Let CDF(k; p) be the Poisson-binomial CDF. That is, CDF(k; p) is the probability of k or fewer successes among the N independent Bernoulli trials, where the probability of success for the j_th trial is p[j]. Then the refined normal approximation (RNA) is
CDF(k; p) ≈ G((k + 0.5 - μ)/σ), for k = 0, 1, ..., N
where G(x) = Φ(x) + γ (1 – x2) φ(x) / 6. Here Φ and φ are the CDF and PDF, respectively, of the standard normal distribution.
Hong (2013) presents a table (Table 2, p. 15) that shows that the refined normal approximation to the CDF is very close to the exact CDF when N ≥ 500. However, he does not mention that the mean cannot be too small or too large. As a rule of thumb, the interval [μ – 5 σ, μ + 5 σ] should be completely inside the interval [0, N]. In practical terms, you should not use the RNA when Σj pj is close to 0 or N. That is, don't use it when almost all the Bernoulli trials have very small or very large probabilities of success.
Although the computation is given for the CDF, the PDF is easier to visualize and understand. The previous graph shows the exact PDF for N=500 parameters, where each p[j]is randomly sampled from the uniform distribution on (0,1). The mean of the distribution is 255.2; the standard deviation is 9.0. For this set of parameters, the maximum difference between the EXACT distribution and the refined normal approximation is 1E-5. You can plot the difference between the exact and RNA distributions. The following plot shows that the agreement is very good. Notice that the vertical scale for the difference is tiny! The approximation is only slightly different from the approximation.

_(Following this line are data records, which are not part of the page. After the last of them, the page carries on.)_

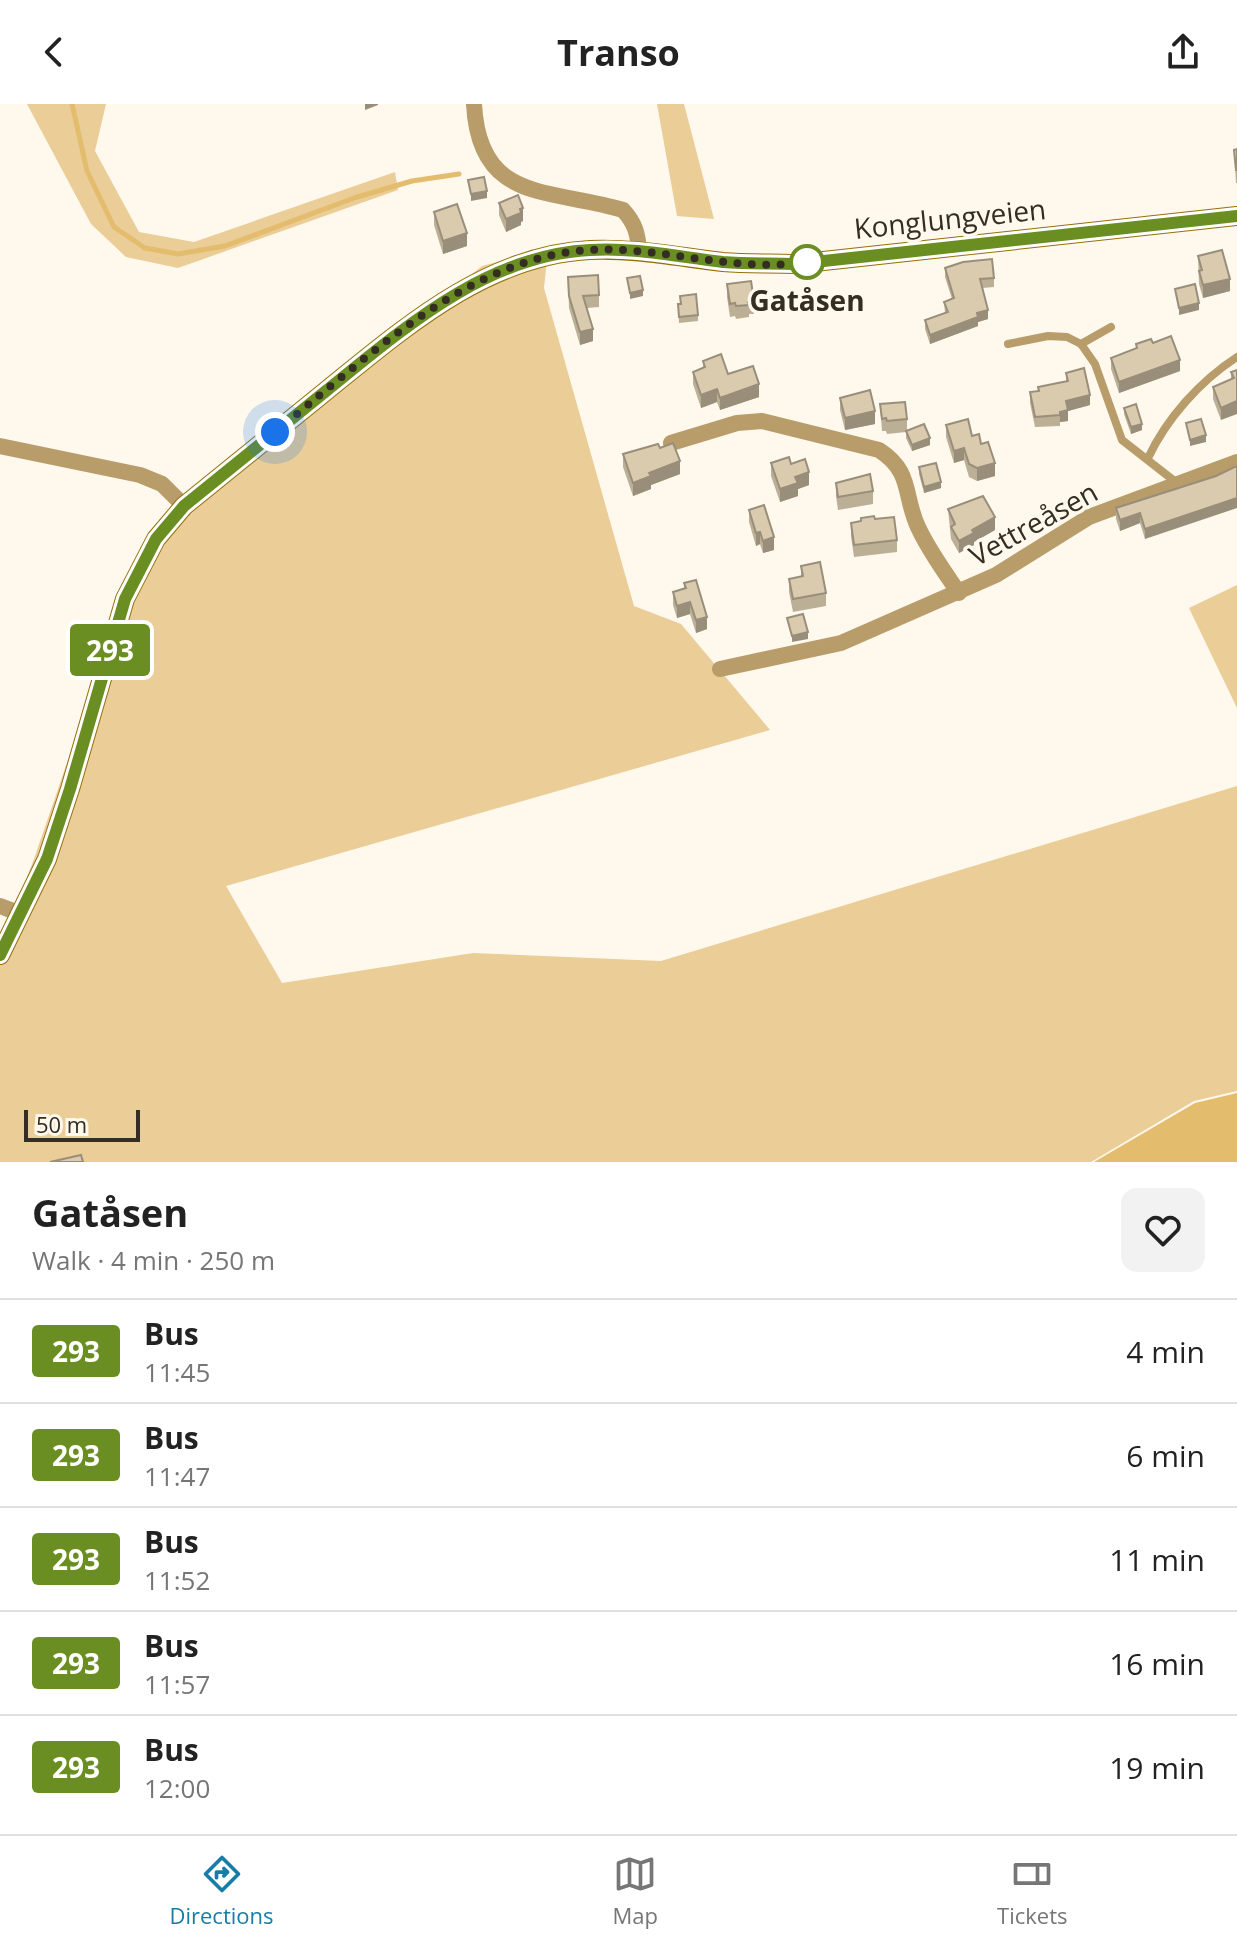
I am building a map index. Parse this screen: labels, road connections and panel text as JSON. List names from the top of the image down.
{
  "streets": {
    "street": ["Konglungveien", "Vettreåsen"]
  },
  "places": ["Gatåsen"],
  "lines": ["bus line 293"],
  "scale_bar": "50 m",
  "page": {
    "header": "Transo",
    "on_map": "293",
    "scale": "50 m",
    "heading": ["Gatåsen", "Walk · 4 min · 250 m"],
    "list": [
      {
        "mark": "293",
        "name": "Bus",
        "note": "11:45",
        "value": "4 min"
      },
      {
        "mark": "293",
        "name": "Bus",
        "note": "11:47",
        "value": "6 min"
      },
      {
        "mark": "293",
        "name": "Bus",
        "note": "11:52",
        "value": "11 min"
      },
      {
        "mark": "293",
        "name": "Bus",
        "note": "11:57",
        "value": "16 min"
      },
      {
        "mark": "293",
        "name": "Bus",
        "note": "12:00",
        "value": "19 min"
      }
    ],
    "tabs": ["Directions", "Map", "Tickets"]
  }
}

The refined normal approximation in SAS
It is straightforward to use the refined normal approximation to approximate the CDF of the Poisson-binomial distribution in SAS:
- Compute the μ, σ, and γ moments from the vector of parameters, p.

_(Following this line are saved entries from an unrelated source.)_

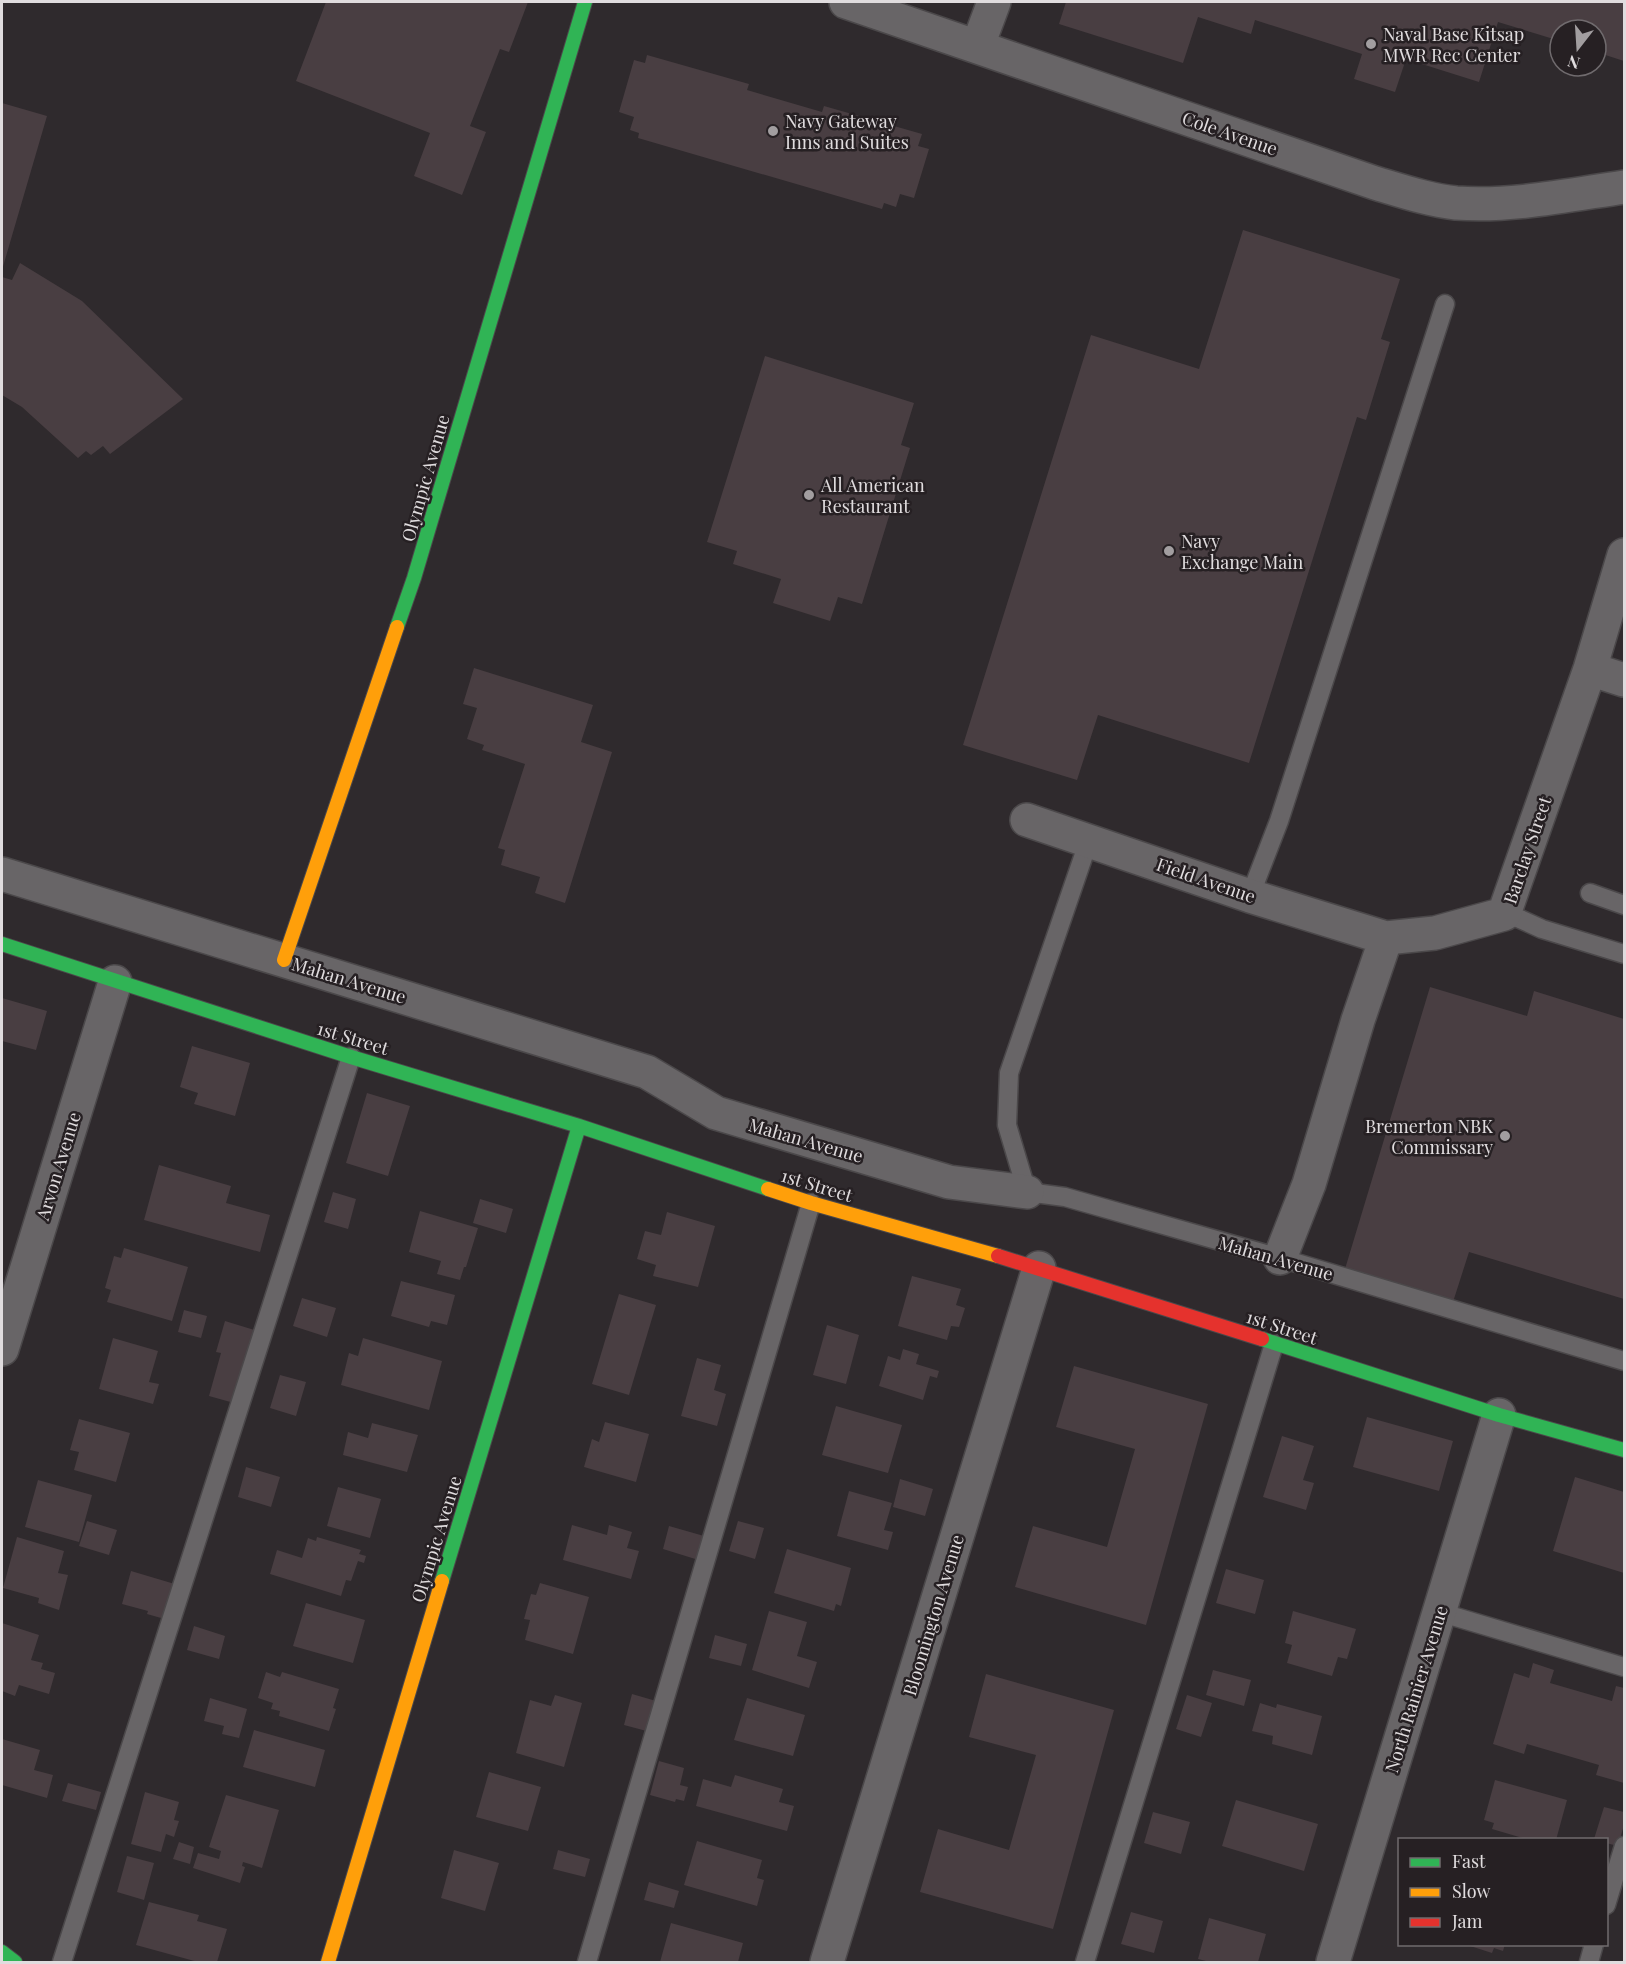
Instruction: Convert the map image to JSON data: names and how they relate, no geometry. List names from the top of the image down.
{
  "streets": {
    "main road": ["Olympic Avenue", "1st Street"],
    "street": [
      "Cole Avenue",
      "Barclay Street",
      "Field Avenue",
      "Mahan Avenue",
      "Arvon Avenue",
      "Bloomington Avenue",
      "North Rainier Avenue"
    ]
  },
  "crossings": [
    ["Olympic Avenue", "Mahan Avenue"],
    ["Olympic Avenue", "1st Street"],
    ["Barclay Street", "Field Avenue"],
    ["1st Street", "Arvon Avenue"],
    ["1st Street", "Bloomington Avenue"],
    ["1st Street", "North Rainier Avenue"]
  ],
  "places": [
    "Naval Base Kitsap MWR Rec Center",
    "Navy Gateway Inns and Suites",
    "All American Restaurant",
    "Navy Exchange Main",
    "Bremerton NBK Commissary"
  ],
  "legend": ["Fast", "Slow", "Jam"],
  "north": "bottom"
}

- Evaluate the refined normal approximation for each value of k.
- Because the G function is not always in the interval [0,1], use a "trap and map" technique to force extreme values into the [0,1] interval.

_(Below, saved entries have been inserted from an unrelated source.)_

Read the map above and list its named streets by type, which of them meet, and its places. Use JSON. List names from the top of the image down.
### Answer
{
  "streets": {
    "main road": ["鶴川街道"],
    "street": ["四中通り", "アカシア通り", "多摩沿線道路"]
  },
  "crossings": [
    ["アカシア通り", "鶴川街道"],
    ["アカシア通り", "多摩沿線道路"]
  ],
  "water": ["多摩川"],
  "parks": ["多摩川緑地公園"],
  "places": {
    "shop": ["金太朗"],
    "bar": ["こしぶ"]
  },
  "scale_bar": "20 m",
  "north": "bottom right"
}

If you know the CDF of a discrete distribution, you can compute the difference between consecutive values to obtain the PDF. Similarly, you can use the definition of quantiles to obtain the quantile function from the PDF.
You can download the SAS program that approximates the Poisson-binomial distribution. The program, which is implemented in the SAS/IML matrix language, generates all results and graphs in this article.
Improvements in speed
The RNA algorithm is a direct method that is much faster than the recursive formula:
- For N=500, my computer computes the exact PDF in about 0.16 seconds, whereas the RNA algorithm only requires 2E-4 seconds. In other words, the RNA algorithm is about 800 times faster.
- For N=1000, the exact PDF takes about 0.6 seconds, whereas the RNA algorithm only require 3.4E-4 seconds. This is about 2000 times faster.
The RNA algorithm has a second advantage: you can directly evaluate the CDF (and PDF) functions at specific values of k. In contrast, the recursive formula, by definition, computes the distribution's value at k=j by evaluating all the previous values: k=0, 1, 2, ..., j.
Summary
In summary, when the Poisson-binomial distribution has many parameters, you can approximate the CDF and PDF by using a refined normal approximation. The normal approximation is very good when N ≥ 500 and the mean of the distribution is sufficiently far away from the values 0 and N. When those conditions are met, the RNA is a good approximation to the PB distribution. Not only is the RNA algorithm fast, but you can use it to directly compute the distribution at any value of k without computing all the earlier values.